The payments industry has had a mixed reaction to the Union Budget announced last month — disappointment over the unchanged zero MDR stand tempered by the optimism over the earmarked INR 1500 Cr for digital payments adoption growth and the alternative reliefs and boosts it may bring.

The next step is to outline how the funds will be deployed and predictions here range from further support to the Payments Infrastructure Development Fund (PIDF) to alternative merchant and customer incentives. Also awaited by the payments industry is a fintech policy for the Gujarat International Finance Tec-City (GIFT), which was expected sometime post the budget. With the promised support for a ‘world-class’ fintech hub in the special economic zone, and the policy reportedly also having payments companies on its radar to boost infrastructure, this is the second promising sign, with possible new avenues for servicing GIFT entities.

Digital Payments Fund And Incentives

Besides this, methods to incentivise digital payments can range from disincentivising cash payments (2% TDS on specified cash withdrawals), regulatory steps (amending the Income Tax Act to allow electronic payments), anti-black money measures (no cash payments above INR 20K for immovable property transactions), typical fiscal/financial incentives (proposed GST cashbacks) and more, as often taken in past budgets.

The 2019 budget’s infamous zero MDR, for example, is another form of such a measure, as is mandating digital payments (mandatory UPI and RuPay). Even this budget has such incentives via the enhanced tax audit exemption to businesses with sales below INR 10 Cr (previously INR 5 Cr) and 95% digital transactions.

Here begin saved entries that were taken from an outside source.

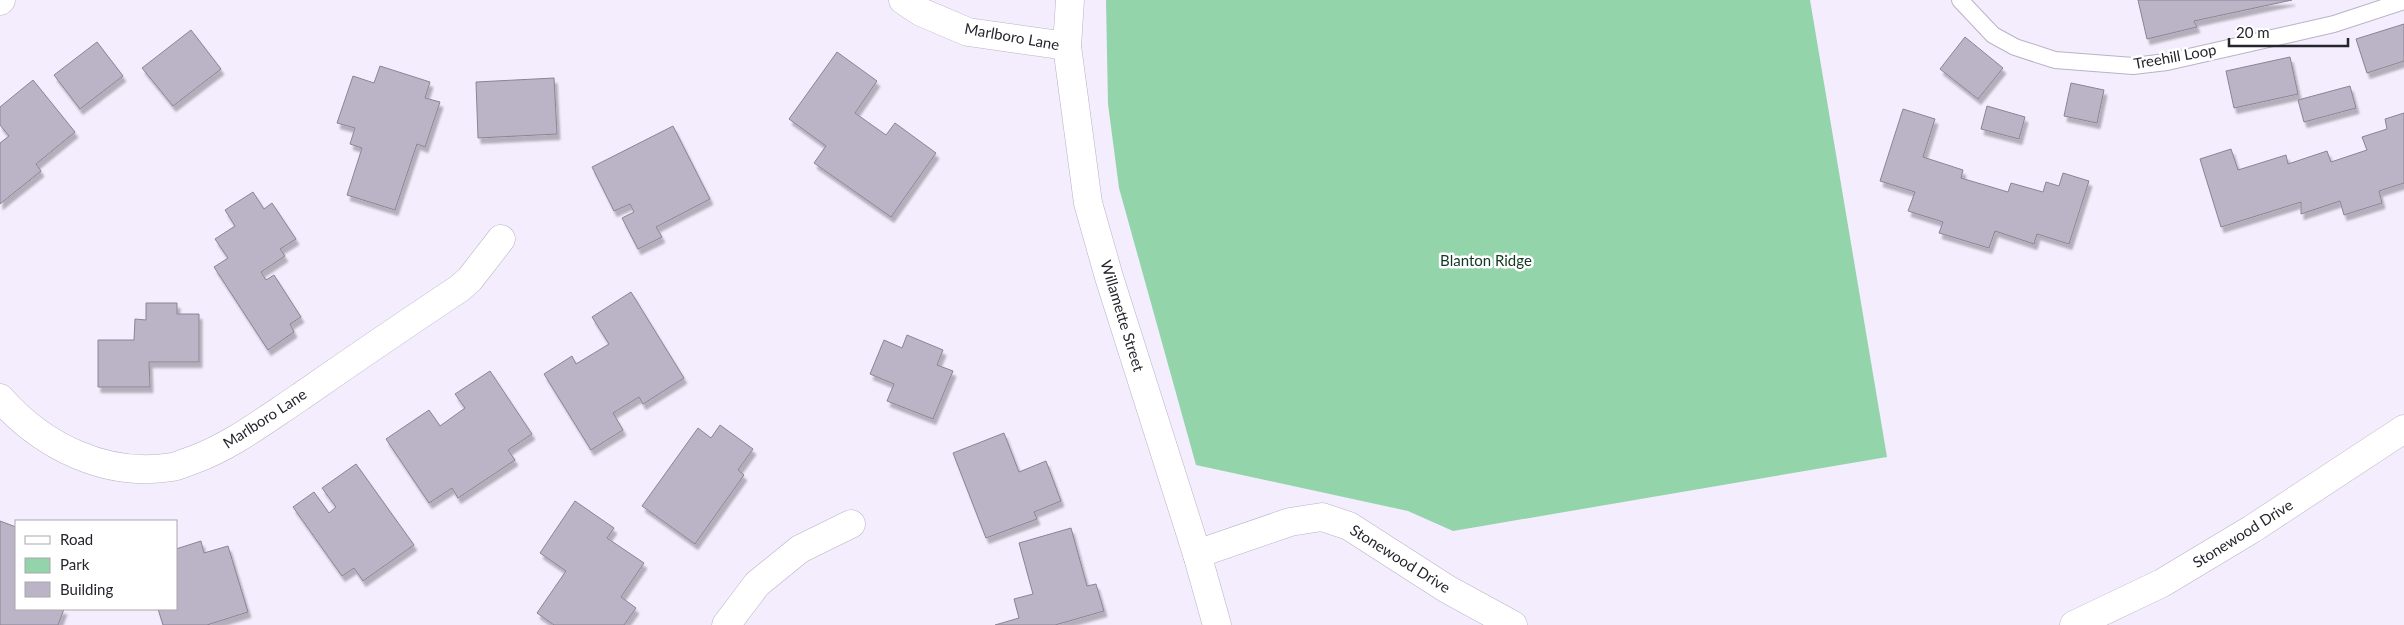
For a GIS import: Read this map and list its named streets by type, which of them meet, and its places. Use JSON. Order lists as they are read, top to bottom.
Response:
{
  "streets": {
    "street": ["Marlboro Lane", "Willamette Street", "Stonewood Drive"],
    "lane": ["Treehill Loop"]
  },
  "crossings": [
    ["Marlboro Lane", "Willamette Street"],
    ["Willamette Street", "Stonewood Drive"]
  ],
  "parks": ["Blanton Ridge"],
  "legend": ["Road", "Park", "Building"],
  "scale_bar": "20 m"
}
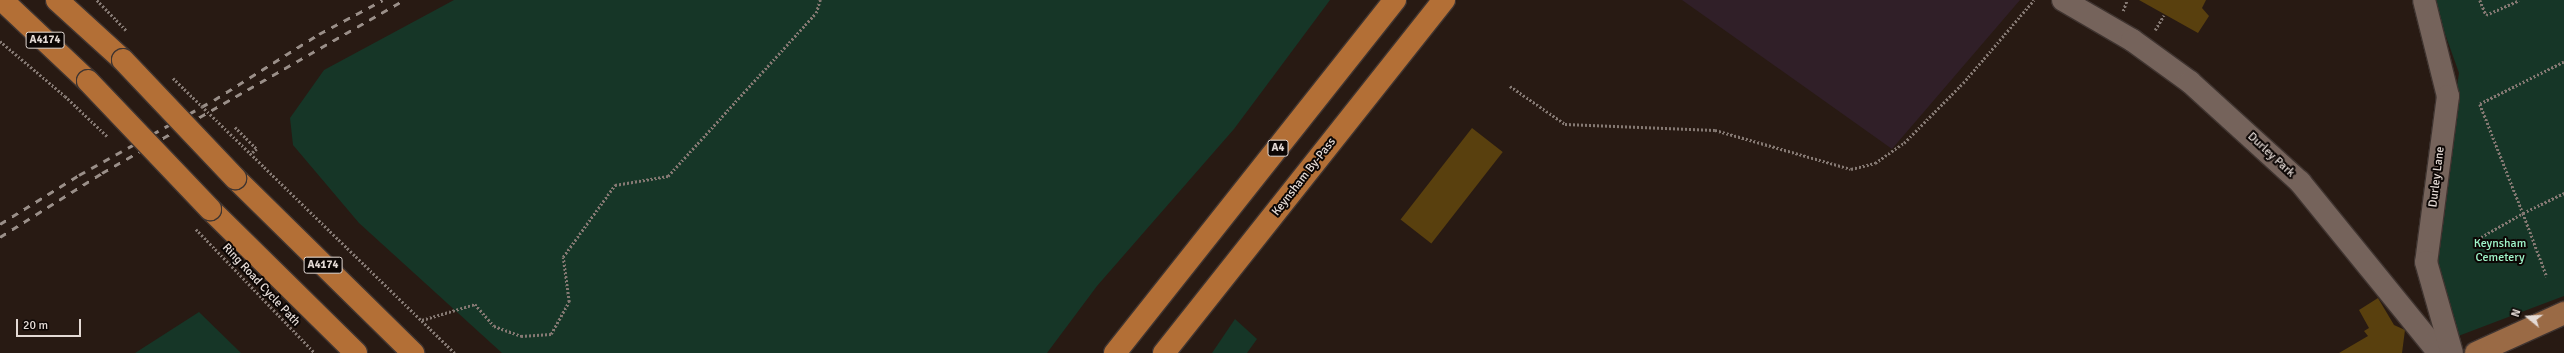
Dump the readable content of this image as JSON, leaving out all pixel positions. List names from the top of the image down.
{
  "streets": {
    "highway": ["A4174", "A4", "Keynsham By-Pass"],
    "street": ["Durley Park", "Durley Lane"],
    "path": ["Ring Road Cycle Path"]
  },
  "parks": ["Keynsham Cemetery"],
  "scale_bar": "20 m",
  "north": "left"
}
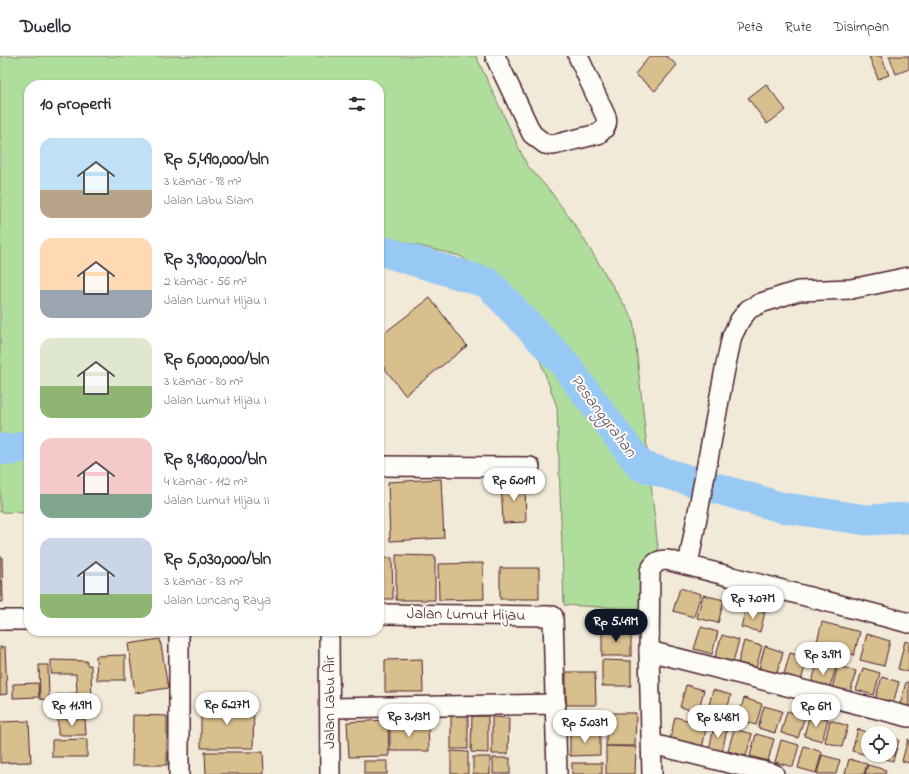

Turning to the upcoming scheme and its focus on financial incentives, one possibility is direct financial incentives like those previously taken, like the erstwhile MDR reimbursement scheme, BHIM Referral Bonus Scheme, BHIM Merchant CashBack scheme, state government diesel and petrol subsidies and more. Alternatives could be a focus on infrastructure, be it a one-time boost to the PIDF’s current corpus of INR 345 Cr, or to further subsidise PoS terminals and other acceptance infrastructure. 

Phone-related subsidies can also help towards building digital infrastructure by increasing the possibility of phone-based payments or even to act as an ePOS.

While the first line of thought with the earmarked funds is whether it could resolve MDR, the amount of INR 1500 Cr falls short of the required amount (estimated to be over INR 2K crore per year). Moreover, this is a one-time allocation only, making an MDR refund perhaps unlikely. At present, several places need attention to further digital payments, be it increasing interoperability, increasing reliability of payments infrastructure, addressing fraud and customer grievance redressal, cybersecurity issues, etc. Steps addressing these play a crucial role towards building consumer confidence and increasing payments penetration thereby.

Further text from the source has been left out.